Auditors'' Responsibility
3. Our responsibility is to express an opinion on these standalone
financial statements based on our audit.
4. We have taken into account the provisions of the Act and the Rules
made thereunder including the accounting standards and matters which
are required to be included in the audit report.
5. We conducted our audit in accordance with the Standards on Auditing
specified under Section 143(10) of the Act and other applicable
authoritative pronouncements issued by the Institute of Chartered
Accountants of India. Those Standards and pronouncements require that
we comply with ethical requirements and plan and perform the audit to
obtain reasonable assurance about whether the financial statements are
free from material misstatement.
6. An audit involves performing procedures to obtain audit evidence
about the amounts and the disclosures in the financial statements. The
procedures selected depend on the auditors'' judgment, including the
assessment of the risks of material misstatement of the financial
statements, whether due to fraud or error. In making those risk
assessments, the auditor considers internal financial control relevant
to the Company''s preparation of the financial statements that give a
true and fair view, in order to design audit procedures that are
appropriate in the circumstances. An audit also includes evaluating the
appropriateness of the accounting policies used and the reasonableness
of the accounting estimates made by the Company''s Directors, as well as
evaluating the overall presentation of the financial statements.

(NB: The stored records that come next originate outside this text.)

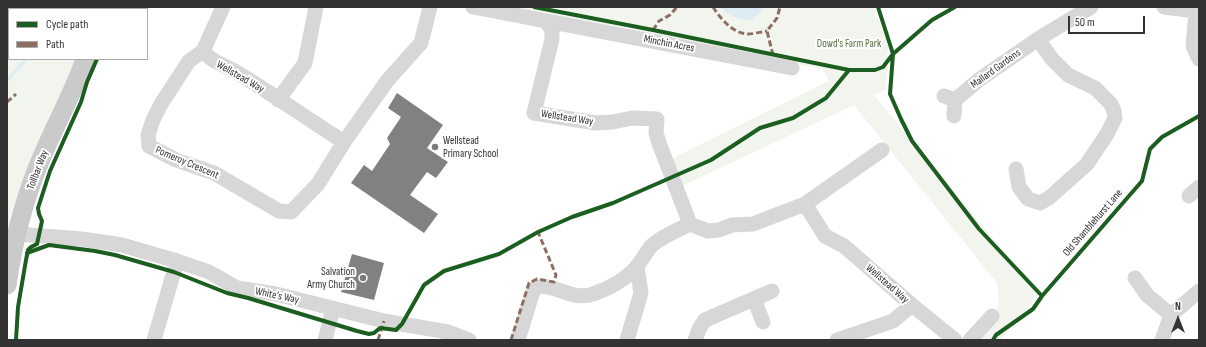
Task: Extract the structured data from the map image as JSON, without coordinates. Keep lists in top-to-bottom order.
{
  "streets": {
    "main road": ["Tollbar Way"],
    "street": [
      "Minchin Acres",
      "Mallard Gardens",
      "Wellstead Way",
      "Pomeroy Crescent",
      "White's Way"
    ],
    "cycle path": ["Old Shamblehurst Lane"]
  },
  "crossings": [
    ["Minchin Acres", "Wellstead Way"],
    ["Wellstead Way", "Pomeroy Crescent"],
    ["Tollbar Way", "White's Way"]
  ],
  "parks": ["Dowd's Farm Park"],
  "places": ["Wellstead Primary School", "Salvation Army Church"],
  "legend": ["Cycle path", "Path"],
  "scale_bar": "50 m",
  "north": "top"
}
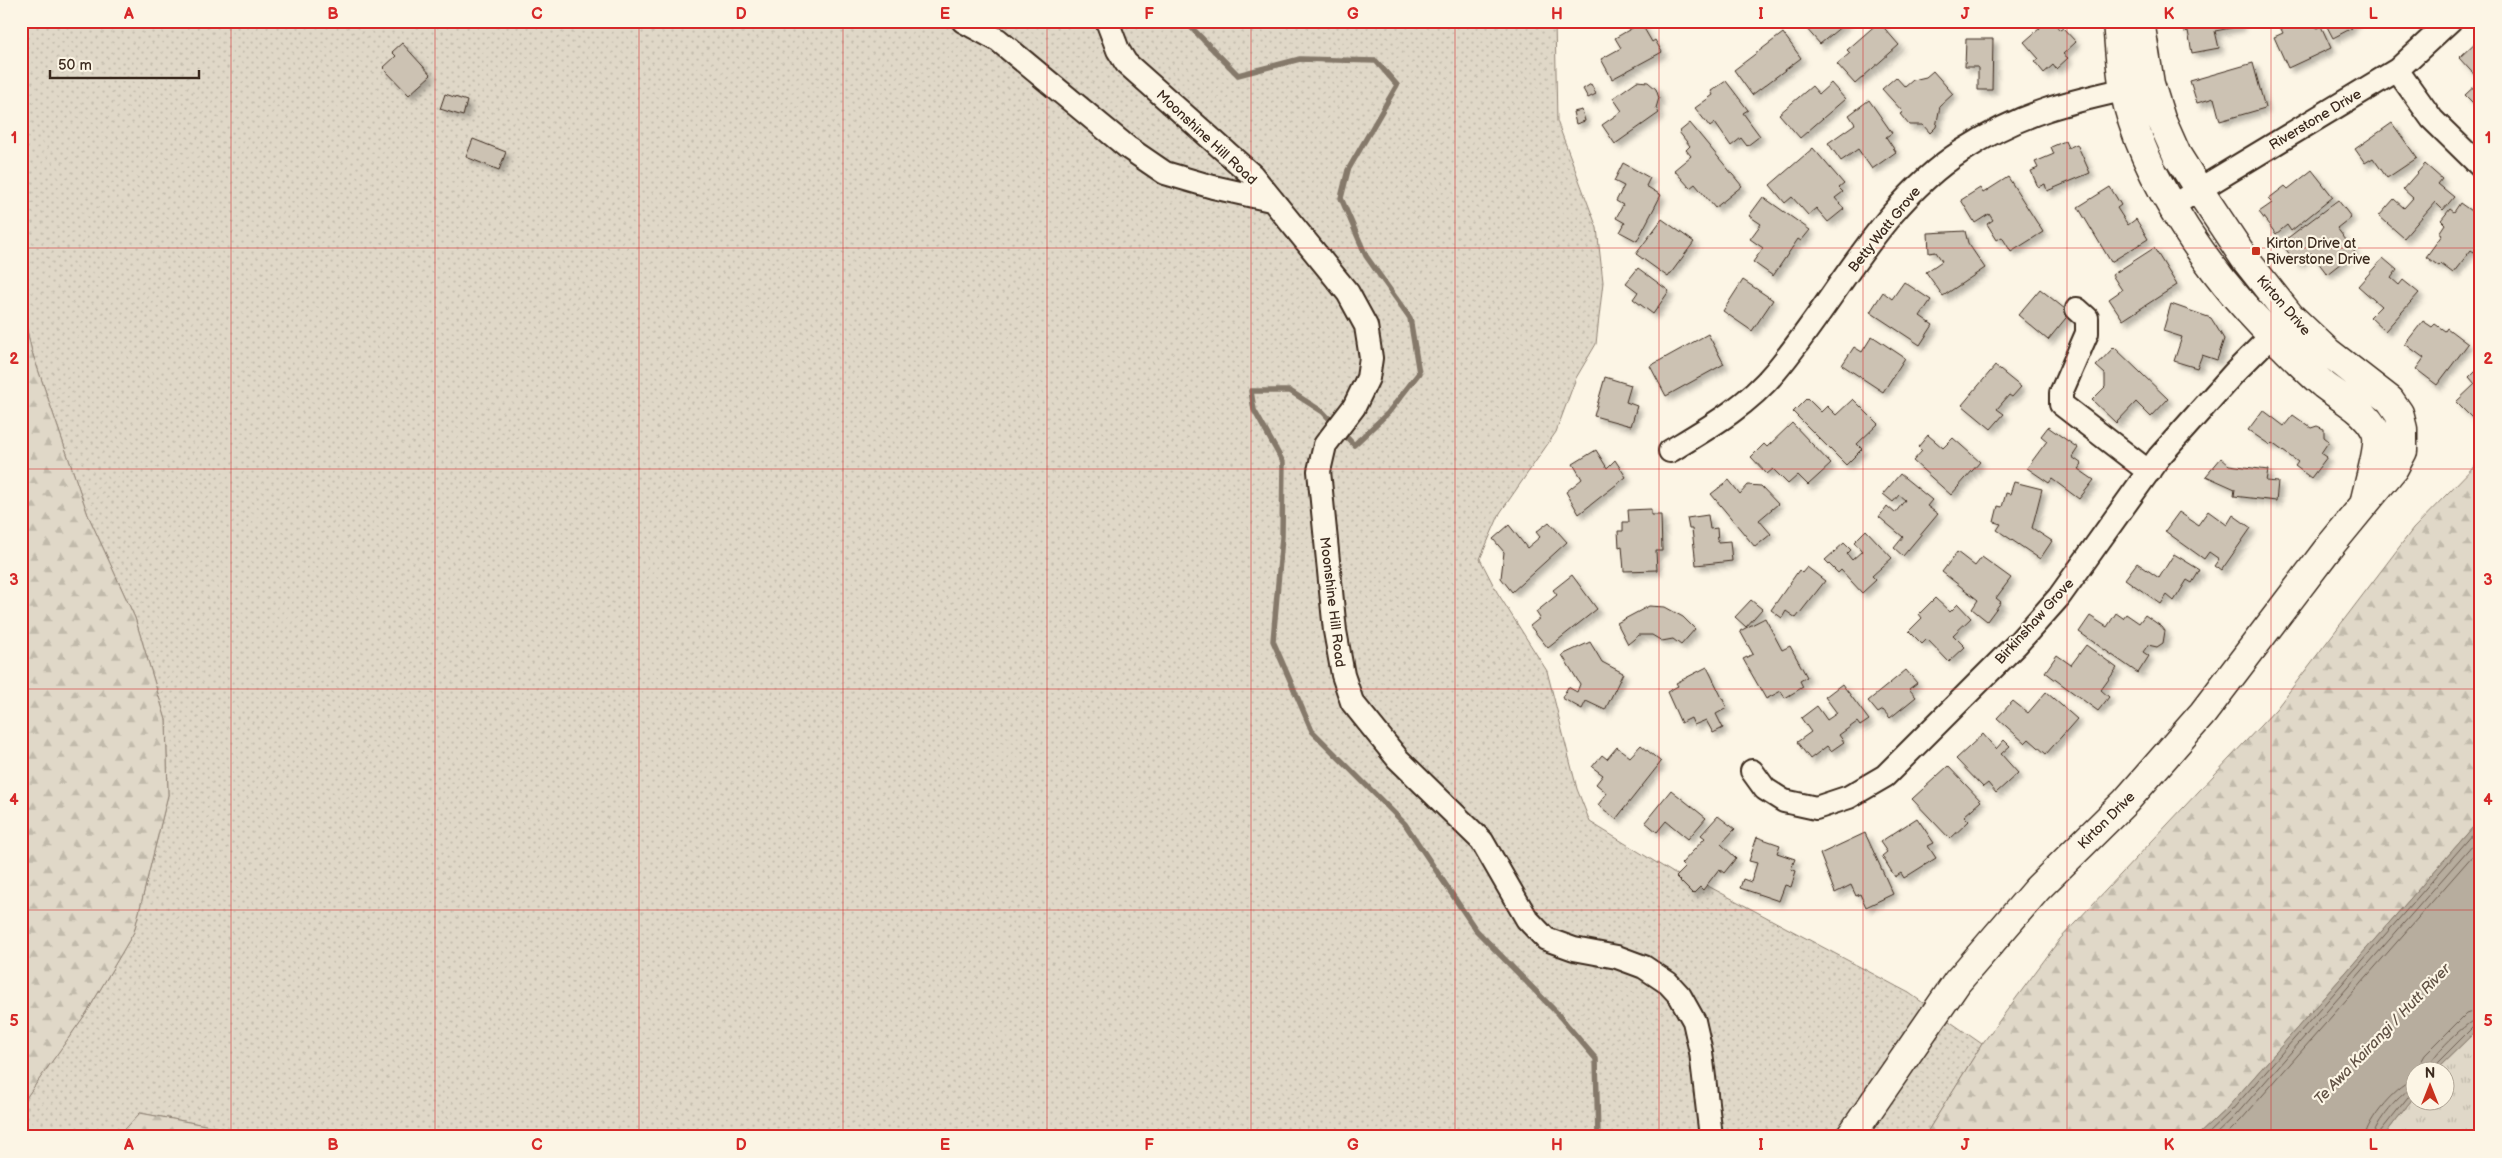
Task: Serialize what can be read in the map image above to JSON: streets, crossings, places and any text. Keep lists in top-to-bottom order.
{
  "streets": {
    "street": [
      "Riverstone Drive",
      "Moonshine Hill Road",
      "Betty Watt Grove",
      "Kirton Drive",
      "Birkinshaw Grove"
    ]
  },
  "crossings": [
    ["Riverstone Drive", "Kirton Drive"],
    ["Betty Watt Grove", "Kirton Drive"],
    ["Kirton Drive", "Birkinshaw Grove"]
  ],
  "water": ["Te Awa Kairangi / Hutt River"],
  "places": {
    "transit": ["Kirton Drive at Riverstone Drive"]
  },
  "scale_bar": "50 m",
  "north": "top",
  "grid": {
    "columns": [
      "A",
      "B",
      "C",
      "D",
      "E",
      "F",
      "G",
      "H",
      "I",
      "J",
      "K",
      "L"
    ],
    "rows": [
      "1",
      "2",
      "3",
      "4",
      "5"
    ]
  }
}
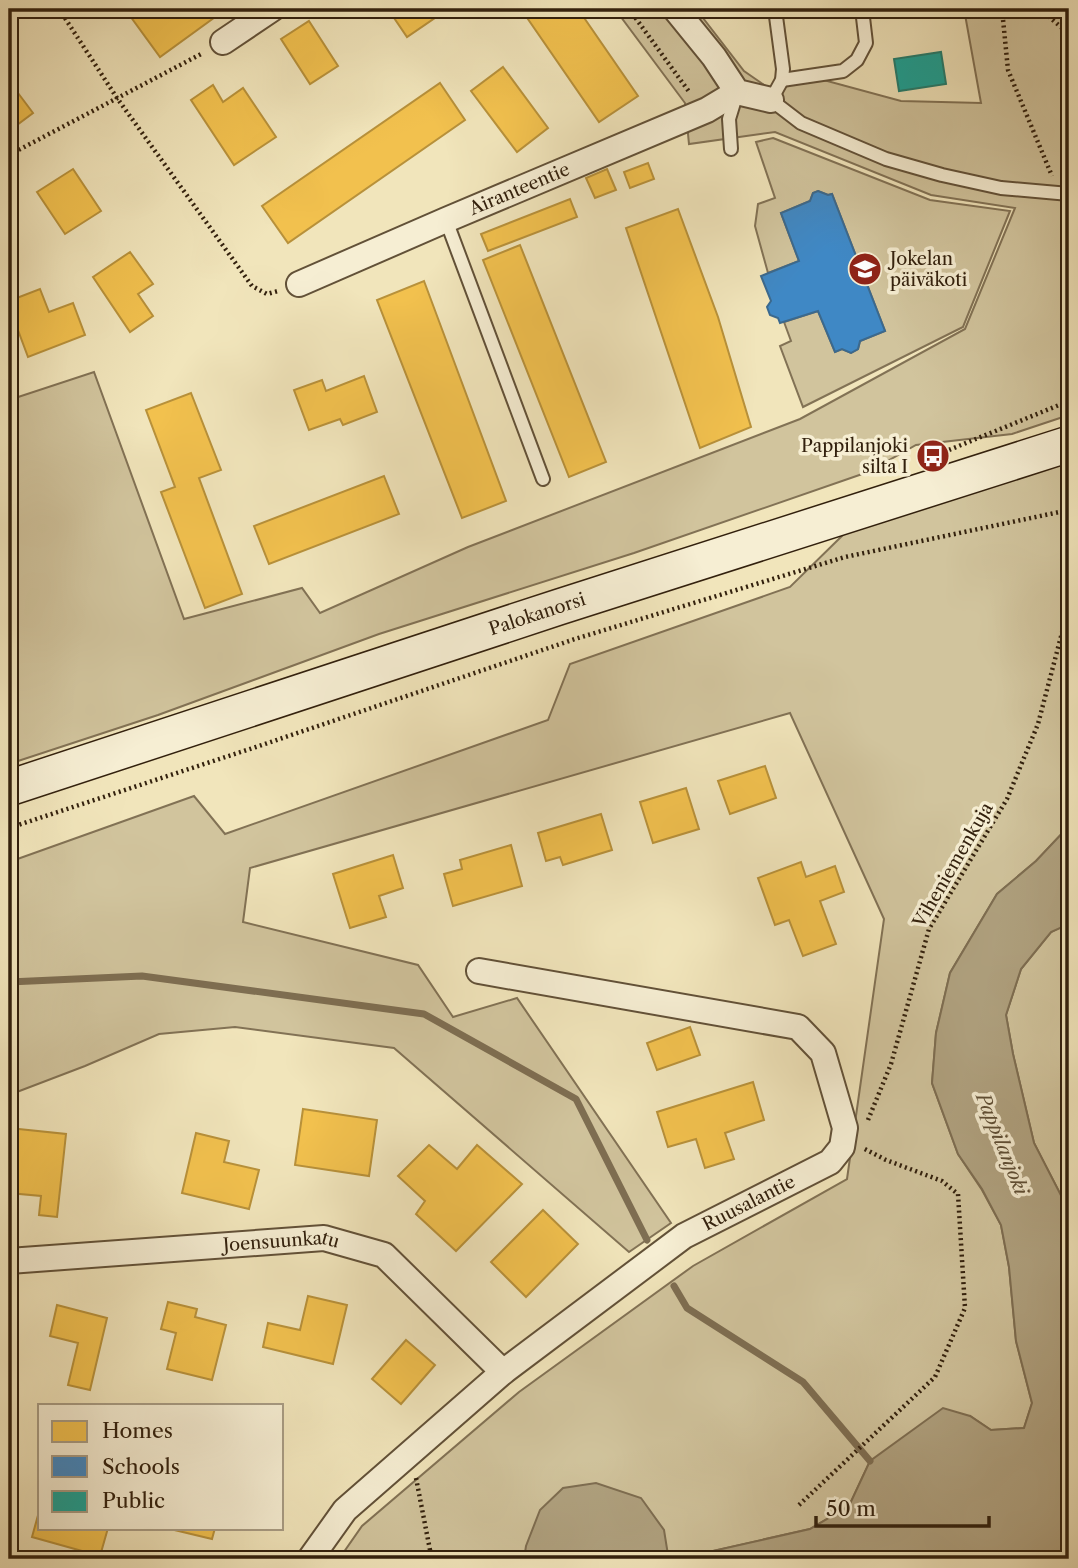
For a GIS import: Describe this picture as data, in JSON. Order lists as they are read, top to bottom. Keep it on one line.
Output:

7. We believe that the audit evidence we have obtained is sufficient
and appropriate to provide a basis for our audit opinion on the
standalone financial statements.
Opinion
8. In our opinion and to the best of our information and according to
the explanations given to us, the aforesaid standalone financial
statements give the information required by the Act in the manner so
required and give a true and fair view in conformity with the
accounting principles generally accepted in India, of the state of
affairs of the Company as at March 31, 2016, and its profit and its
cash flows for the year ended on that date.
Report on Other Legal and Regulatory Requirements
9. As required by ''the Companies (Auditor''s Report) Order, 2016'',
issued by the Central Government of India in terms of sub-section
(11) of section 143 of the Act (hereinafter referred to as the
"Order"), and on the basis of such checks of the books and records of
the Company as we considered appropriate and according to the
information and explanations given to us, we give in the Annexure B a
statement on the matters specified in paragraphs 3 and 4 of the Order.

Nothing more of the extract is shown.